KOSH: The Knowledge Graphs That Power Enterpret
Introduction: Why Enterprises Need a Knowledge Graph
When we started Enterpret, the problem we set out to solve was clear and well‑scoped: make sense of customer feedback at scale. Feedback was everywhere — support tickets, surveys, reviews, calls — and teams were drowning in raw text with very little signal. Our early systems focused on ingestion, normalization, and analysis of feedback itself.
As we began working closely with deeply customer‑obsessed teams — product leaders, CX owners, and operators who actually drove decisions based on customer feedback — a pattern emerged quickly: feedback, by itself, is incomplete context.
At first, the solution seemed straightforward.
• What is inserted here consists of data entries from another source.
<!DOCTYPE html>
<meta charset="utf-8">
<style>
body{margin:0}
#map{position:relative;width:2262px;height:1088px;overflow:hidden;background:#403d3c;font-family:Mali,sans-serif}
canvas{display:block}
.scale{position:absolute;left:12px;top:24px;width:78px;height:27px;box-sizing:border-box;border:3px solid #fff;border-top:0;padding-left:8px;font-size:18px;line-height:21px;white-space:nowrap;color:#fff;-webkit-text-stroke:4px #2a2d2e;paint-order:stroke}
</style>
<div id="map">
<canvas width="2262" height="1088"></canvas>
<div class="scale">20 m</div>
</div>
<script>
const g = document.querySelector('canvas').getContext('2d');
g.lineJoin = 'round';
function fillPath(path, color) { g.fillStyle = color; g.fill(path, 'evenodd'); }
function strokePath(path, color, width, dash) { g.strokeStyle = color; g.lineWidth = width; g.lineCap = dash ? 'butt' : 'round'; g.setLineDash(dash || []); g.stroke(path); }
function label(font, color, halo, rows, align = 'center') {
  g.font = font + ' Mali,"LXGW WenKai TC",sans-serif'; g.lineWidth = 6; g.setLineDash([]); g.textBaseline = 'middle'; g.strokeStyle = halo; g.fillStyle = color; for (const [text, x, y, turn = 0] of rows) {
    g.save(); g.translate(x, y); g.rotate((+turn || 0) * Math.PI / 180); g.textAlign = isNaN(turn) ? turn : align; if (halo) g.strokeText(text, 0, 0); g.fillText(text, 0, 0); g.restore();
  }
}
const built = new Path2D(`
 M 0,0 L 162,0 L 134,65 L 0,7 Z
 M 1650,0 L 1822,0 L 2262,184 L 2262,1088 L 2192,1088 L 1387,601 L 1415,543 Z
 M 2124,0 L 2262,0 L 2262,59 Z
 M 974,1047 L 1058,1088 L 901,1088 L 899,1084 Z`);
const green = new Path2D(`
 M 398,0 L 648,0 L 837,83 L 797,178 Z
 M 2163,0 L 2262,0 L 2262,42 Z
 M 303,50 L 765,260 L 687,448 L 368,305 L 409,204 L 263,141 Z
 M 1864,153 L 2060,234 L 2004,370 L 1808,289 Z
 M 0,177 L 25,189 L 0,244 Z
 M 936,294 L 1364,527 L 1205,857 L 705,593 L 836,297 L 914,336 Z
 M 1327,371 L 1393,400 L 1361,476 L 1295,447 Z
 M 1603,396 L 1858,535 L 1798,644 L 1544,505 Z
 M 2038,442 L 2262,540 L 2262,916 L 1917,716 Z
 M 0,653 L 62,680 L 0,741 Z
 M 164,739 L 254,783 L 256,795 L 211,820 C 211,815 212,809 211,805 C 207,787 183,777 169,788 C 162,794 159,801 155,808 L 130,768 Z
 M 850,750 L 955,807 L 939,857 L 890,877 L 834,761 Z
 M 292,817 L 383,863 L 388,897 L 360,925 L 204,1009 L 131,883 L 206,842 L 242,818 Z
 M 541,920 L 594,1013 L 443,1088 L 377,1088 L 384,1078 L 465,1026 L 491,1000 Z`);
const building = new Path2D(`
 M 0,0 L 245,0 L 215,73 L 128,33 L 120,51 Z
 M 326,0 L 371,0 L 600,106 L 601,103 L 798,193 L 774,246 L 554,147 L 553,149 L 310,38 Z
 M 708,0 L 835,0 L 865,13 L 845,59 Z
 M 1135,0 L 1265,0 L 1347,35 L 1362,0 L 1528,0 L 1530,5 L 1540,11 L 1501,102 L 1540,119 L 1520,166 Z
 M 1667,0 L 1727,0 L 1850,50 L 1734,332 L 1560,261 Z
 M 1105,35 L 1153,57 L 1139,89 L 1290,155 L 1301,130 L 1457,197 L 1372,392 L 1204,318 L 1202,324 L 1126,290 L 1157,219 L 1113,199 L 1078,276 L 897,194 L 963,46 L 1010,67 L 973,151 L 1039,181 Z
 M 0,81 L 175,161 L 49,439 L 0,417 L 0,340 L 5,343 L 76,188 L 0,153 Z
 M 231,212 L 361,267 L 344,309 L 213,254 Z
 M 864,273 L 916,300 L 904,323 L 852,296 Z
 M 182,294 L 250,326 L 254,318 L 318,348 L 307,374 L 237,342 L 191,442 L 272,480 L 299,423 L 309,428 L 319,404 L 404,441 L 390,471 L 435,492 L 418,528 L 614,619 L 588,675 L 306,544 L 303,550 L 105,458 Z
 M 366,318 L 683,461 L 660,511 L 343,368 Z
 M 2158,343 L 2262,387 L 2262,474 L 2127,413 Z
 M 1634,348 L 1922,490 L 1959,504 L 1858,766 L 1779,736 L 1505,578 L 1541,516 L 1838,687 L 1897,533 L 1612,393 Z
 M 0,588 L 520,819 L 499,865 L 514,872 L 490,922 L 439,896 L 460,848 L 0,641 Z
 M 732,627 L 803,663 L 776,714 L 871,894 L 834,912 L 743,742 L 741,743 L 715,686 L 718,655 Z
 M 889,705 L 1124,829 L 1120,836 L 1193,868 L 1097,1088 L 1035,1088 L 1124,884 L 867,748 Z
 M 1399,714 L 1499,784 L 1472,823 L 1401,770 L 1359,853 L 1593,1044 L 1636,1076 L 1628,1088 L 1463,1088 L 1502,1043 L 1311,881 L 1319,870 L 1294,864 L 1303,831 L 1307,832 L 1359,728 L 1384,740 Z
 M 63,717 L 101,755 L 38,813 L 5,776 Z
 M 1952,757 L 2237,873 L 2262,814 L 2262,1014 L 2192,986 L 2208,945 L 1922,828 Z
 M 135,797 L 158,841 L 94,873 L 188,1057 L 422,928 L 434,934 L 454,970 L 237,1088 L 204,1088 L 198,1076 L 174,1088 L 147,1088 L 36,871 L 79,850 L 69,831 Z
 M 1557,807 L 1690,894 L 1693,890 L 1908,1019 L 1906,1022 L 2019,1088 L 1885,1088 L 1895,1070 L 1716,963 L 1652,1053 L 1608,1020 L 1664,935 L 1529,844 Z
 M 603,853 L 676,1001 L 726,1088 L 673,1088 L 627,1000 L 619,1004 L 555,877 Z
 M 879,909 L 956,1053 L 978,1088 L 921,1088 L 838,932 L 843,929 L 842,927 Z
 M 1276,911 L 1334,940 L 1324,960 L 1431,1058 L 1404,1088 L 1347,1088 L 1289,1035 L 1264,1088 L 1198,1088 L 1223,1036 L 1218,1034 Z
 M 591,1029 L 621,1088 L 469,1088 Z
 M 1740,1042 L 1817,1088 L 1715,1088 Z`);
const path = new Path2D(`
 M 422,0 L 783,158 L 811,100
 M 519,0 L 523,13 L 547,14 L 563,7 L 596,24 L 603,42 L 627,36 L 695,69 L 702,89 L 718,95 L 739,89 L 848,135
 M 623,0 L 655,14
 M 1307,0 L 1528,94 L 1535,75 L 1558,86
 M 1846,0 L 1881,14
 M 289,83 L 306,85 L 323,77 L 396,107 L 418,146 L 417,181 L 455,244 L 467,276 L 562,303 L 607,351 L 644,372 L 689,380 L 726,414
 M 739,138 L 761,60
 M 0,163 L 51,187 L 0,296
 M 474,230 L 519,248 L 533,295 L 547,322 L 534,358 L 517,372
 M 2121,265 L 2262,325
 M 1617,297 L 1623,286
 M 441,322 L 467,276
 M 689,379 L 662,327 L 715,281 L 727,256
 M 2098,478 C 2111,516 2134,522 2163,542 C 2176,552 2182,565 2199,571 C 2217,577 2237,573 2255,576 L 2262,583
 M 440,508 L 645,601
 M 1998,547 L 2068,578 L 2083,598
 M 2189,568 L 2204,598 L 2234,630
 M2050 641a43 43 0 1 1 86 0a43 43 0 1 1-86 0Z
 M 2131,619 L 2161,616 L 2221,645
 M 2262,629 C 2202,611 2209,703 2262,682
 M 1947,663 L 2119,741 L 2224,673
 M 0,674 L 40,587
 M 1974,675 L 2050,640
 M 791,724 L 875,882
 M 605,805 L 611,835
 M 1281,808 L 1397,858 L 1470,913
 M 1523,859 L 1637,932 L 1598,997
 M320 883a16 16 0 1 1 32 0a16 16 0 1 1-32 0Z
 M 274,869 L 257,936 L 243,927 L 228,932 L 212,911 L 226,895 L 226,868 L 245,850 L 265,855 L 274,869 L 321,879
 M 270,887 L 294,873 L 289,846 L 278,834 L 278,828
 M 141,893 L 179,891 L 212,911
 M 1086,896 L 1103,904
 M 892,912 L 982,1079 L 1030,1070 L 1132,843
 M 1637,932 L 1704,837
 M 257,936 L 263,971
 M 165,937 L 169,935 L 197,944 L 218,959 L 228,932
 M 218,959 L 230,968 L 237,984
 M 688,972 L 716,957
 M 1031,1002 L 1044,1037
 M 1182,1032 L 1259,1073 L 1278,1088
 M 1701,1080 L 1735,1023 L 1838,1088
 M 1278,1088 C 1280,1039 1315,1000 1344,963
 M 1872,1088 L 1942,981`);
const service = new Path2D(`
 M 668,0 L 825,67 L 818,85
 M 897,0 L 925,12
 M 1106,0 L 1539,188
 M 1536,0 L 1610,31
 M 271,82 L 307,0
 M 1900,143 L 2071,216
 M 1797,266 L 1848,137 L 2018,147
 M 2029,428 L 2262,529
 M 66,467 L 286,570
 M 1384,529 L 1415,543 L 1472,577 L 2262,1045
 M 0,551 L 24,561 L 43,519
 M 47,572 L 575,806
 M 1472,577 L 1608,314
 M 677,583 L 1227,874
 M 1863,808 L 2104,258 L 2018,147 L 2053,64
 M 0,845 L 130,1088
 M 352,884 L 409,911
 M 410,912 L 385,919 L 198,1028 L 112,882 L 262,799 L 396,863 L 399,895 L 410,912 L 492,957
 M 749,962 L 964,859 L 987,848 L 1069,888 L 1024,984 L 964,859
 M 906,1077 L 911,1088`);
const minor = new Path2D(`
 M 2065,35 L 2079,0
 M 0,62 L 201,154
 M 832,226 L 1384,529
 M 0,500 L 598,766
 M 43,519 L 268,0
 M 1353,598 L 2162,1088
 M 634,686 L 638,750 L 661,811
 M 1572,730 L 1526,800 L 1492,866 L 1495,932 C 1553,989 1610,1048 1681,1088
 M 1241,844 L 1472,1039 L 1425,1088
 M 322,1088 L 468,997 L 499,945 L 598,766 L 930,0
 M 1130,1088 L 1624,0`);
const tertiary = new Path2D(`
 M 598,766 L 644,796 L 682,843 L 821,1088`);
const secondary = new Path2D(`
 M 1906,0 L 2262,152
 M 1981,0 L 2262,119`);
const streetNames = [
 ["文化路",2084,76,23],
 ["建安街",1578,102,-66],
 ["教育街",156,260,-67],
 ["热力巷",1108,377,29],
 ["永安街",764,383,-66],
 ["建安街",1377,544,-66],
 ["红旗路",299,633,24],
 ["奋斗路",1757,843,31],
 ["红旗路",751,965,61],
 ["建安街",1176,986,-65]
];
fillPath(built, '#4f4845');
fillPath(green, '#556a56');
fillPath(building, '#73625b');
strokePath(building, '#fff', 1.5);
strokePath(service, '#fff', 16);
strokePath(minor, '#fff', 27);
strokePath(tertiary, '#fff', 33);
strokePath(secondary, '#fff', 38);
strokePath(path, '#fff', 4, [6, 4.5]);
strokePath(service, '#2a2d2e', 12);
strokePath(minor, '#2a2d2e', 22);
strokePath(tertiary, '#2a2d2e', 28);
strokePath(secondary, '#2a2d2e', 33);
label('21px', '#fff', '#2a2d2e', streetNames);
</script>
We augmented feedback with user data and account data. Knowing who said something, which account they belonged to, and how valuable that account was immediately improved prioritization. A complaint from a high‑revenue customer carried a different weight than one from a long‑tail user.
But even that wasn’t enough.
Consider a simple but revealing example: customers at Walmart repeatedly complain about bathrooms being dirty. This isn’t a product bug. It isn’t a support workflow failure. It’s an operational problem, tied to specific stores, locations, shifts, and processes. Without store‑level or location‑level context, this feedback is almost impossible to route, prioritize, or solve meaningfully.
This was the realization that fundamentally changed how we thought about Enterpret.
The problem becomes even more interesting when you zoom out one level further. Dirty bathrooms don’t just generate complaints — they change customer behavior. Customers spend less time in the store. Shorter visits translate to fewer items discovered, lower basket sizes, and ultimately, lost revenue.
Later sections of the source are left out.